> [Assigned task]: Each line that has the string "button" must be copied from the records below.

Dataset entries:
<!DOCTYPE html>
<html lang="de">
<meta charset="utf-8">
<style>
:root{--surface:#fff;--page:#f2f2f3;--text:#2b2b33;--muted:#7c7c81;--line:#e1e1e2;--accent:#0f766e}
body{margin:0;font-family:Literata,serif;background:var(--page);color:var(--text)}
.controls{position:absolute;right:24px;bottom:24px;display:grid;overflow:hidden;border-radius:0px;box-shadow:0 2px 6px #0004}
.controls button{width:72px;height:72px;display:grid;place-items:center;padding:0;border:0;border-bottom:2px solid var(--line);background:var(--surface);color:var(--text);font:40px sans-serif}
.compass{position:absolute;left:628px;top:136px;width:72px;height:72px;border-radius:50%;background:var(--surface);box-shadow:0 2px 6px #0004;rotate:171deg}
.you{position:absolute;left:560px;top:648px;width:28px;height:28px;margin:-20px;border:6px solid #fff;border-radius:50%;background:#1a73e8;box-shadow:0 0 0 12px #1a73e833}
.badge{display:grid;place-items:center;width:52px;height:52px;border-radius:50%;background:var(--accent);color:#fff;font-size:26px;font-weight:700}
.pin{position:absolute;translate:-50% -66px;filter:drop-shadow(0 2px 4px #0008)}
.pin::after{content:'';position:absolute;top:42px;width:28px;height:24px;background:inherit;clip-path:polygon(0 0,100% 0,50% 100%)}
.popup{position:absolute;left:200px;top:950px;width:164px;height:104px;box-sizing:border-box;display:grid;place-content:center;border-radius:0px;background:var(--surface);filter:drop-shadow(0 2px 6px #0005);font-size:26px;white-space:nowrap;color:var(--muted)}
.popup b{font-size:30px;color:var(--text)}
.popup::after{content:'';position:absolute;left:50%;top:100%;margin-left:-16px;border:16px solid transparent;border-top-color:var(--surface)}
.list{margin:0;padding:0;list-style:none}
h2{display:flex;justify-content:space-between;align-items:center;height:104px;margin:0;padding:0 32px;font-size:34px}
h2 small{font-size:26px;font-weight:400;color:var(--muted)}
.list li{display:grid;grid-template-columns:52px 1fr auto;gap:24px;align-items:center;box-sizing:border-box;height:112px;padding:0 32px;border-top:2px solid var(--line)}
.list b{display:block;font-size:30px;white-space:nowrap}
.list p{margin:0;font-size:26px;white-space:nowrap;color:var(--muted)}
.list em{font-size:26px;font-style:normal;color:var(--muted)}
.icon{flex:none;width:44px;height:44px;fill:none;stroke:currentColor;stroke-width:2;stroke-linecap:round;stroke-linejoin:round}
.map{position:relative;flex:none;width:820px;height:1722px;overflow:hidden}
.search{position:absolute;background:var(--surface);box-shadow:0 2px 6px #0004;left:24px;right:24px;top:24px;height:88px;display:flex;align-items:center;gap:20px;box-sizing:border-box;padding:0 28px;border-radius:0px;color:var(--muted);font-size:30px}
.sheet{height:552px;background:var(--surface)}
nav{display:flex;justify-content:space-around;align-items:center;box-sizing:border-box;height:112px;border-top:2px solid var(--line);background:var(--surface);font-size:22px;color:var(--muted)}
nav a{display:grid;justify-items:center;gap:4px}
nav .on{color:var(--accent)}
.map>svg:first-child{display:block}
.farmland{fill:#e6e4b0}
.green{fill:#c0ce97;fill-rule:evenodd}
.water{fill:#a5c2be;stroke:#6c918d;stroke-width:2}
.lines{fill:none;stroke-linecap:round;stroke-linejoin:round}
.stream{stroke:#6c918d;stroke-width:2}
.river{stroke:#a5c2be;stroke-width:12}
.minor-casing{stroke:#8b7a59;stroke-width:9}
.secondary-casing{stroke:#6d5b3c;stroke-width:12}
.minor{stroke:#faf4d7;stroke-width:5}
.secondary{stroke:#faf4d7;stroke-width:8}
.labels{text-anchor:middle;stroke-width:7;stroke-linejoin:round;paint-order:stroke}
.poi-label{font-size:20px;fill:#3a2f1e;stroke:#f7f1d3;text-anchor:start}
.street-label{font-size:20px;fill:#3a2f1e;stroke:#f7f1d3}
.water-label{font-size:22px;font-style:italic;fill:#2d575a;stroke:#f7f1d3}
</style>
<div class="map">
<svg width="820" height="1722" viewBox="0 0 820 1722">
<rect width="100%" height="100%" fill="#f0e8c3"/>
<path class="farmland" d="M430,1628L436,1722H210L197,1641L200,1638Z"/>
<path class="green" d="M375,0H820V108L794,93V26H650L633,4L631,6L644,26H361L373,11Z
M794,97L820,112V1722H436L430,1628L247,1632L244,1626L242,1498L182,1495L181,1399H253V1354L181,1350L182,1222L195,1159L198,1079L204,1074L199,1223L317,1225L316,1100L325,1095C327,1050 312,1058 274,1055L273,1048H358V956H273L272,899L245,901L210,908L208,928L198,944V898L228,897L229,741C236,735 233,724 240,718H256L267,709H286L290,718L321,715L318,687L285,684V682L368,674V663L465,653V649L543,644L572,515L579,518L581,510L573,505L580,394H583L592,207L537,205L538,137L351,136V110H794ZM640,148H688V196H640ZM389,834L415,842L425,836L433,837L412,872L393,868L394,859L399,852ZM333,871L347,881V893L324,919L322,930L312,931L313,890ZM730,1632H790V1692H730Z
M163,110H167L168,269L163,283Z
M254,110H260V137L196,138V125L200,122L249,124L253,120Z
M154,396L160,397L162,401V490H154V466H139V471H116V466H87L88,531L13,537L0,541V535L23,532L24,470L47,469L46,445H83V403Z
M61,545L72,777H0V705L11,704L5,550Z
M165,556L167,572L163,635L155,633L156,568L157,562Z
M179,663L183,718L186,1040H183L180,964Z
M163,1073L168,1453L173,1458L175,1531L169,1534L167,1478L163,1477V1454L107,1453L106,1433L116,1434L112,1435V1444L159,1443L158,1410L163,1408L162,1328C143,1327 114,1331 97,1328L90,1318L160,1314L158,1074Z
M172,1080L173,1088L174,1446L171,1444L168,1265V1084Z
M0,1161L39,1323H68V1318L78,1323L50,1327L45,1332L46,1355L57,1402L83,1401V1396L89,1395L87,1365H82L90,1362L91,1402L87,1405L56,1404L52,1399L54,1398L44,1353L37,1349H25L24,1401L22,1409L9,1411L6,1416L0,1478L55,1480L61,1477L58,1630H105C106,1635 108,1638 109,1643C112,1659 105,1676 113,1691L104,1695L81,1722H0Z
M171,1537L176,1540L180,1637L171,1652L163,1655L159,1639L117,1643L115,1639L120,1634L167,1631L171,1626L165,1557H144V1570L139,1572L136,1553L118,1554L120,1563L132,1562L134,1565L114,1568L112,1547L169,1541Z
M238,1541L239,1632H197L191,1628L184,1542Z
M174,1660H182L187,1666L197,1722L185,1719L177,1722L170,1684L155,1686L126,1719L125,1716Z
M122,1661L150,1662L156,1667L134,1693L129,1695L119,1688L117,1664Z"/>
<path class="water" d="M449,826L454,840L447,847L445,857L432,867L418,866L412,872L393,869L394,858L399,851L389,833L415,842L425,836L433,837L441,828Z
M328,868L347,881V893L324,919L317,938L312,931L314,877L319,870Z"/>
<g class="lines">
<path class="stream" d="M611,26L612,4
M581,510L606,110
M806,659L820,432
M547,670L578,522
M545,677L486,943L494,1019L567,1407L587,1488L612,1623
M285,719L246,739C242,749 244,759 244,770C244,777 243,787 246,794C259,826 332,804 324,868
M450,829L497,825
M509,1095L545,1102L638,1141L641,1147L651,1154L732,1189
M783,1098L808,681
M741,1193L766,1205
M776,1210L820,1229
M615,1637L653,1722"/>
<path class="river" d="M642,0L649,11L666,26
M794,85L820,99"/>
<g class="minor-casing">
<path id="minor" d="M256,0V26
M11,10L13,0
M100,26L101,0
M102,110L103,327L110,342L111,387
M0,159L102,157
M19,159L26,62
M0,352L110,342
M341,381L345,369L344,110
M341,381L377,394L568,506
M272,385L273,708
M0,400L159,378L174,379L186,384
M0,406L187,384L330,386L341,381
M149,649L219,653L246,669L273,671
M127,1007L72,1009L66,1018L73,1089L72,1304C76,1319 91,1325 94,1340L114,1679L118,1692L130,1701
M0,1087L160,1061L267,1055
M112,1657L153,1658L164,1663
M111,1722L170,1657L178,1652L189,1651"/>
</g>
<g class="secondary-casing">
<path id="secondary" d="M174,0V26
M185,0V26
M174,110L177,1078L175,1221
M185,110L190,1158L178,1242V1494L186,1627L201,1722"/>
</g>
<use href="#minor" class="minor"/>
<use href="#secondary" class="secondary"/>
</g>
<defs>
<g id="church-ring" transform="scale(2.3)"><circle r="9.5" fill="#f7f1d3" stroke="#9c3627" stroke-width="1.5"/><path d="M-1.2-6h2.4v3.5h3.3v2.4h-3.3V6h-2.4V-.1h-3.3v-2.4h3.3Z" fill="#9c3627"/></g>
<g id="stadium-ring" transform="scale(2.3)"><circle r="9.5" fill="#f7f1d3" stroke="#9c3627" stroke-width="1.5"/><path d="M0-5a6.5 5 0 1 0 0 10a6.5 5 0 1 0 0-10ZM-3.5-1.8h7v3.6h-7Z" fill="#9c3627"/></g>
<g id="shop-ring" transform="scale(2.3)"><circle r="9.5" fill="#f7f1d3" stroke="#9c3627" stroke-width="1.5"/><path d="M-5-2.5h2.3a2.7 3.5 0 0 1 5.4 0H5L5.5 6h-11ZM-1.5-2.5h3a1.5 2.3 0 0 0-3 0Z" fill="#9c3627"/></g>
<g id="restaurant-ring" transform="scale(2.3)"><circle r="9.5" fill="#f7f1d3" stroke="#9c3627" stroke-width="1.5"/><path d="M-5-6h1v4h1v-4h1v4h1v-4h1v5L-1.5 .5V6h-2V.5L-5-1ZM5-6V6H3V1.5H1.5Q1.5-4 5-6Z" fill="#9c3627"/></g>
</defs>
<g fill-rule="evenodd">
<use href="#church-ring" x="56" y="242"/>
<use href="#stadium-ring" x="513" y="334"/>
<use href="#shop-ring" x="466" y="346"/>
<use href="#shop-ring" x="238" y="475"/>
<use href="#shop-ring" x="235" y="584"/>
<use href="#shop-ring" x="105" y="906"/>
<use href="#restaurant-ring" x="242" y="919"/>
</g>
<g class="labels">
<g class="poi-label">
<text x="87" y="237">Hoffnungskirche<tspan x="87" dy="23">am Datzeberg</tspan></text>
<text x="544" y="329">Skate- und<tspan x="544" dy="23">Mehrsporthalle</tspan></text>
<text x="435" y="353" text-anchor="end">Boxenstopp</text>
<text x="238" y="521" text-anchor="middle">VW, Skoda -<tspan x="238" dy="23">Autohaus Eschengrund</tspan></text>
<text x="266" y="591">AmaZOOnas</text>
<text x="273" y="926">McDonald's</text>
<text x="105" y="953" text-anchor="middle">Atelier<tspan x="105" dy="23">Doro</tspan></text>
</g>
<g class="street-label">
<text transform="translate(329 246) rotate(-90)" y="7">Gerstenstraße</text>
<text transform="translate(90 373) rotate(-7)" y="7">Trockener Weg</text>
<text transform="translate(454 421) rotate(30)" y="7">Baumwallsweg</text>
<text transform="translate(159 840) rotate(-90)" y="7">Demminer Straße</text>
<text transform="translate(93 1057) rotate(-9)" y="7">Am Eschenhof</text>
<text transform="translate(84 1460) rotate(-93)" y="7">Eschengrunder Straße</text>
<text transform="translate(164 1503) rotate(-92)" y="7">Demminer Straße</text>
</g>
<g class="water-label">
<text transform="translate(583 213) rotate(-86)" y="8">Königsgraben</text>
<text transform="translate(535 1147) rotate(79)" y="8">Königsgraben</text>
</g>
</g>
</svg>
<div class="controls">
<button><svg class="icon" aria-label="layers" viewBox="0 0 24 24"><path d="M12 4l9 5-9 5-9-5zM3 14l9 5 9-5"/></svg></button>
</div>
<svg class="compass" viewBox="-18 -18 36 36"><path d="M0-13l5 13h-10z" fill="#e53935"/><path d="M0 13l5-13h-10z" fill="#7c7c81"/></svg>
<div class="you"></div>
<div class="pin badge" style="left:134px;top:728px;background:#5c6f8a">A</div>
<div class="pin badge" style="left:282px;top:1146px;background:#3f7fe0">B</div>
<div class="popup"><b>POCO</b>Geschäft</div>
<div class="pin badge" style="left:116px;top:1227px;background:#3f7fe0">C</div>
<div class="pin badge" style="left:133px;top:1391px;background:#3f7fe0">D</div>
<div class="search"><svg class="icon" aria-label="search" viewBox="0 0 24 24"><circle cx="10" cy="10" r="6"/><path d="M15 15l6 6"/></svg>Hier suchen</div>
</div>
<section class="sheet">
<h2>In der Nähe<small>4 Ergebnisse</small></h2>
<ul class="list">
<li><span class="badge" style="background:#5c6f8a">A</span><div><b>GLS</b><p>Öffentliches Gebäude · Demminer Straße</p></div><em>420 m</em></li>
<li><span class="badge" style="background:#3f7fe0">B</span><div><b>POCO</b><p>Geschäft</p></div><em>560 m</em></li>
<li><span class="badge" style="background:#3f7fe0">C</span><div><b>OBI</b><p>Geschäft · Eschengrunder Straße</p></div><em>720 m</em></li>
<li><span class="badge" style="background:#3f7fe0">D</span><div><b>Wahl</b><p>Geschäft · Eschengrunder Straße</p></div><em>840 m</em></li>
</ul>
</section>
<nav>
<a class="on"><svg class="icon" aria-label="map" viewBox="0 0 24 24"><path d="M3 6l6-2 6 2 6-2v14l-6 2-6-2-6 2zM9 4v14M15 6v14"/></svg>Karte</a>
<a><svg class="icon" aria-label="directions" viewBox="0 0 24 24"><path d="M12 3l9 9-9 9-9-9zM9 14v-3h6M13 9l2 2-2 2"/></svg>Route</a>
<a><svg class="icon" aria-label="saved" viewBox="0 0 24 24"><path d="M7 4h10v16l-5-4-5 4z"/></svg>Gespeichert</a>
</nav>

> [Reply]:
.controls button{width:72px;height:72px;display:grid;place-items:center;padding:0;border:0;border-bottom:2px solid var(--line);background:var(--surface);color:var(--text);font:40px sans-serif}
<button><svg class="icon" aria-label="layers" viewBox="0 0 24 24"><path d="M12 4l9 5-9 5-9-5zM3 14l9 5 9-5"/></svg></button>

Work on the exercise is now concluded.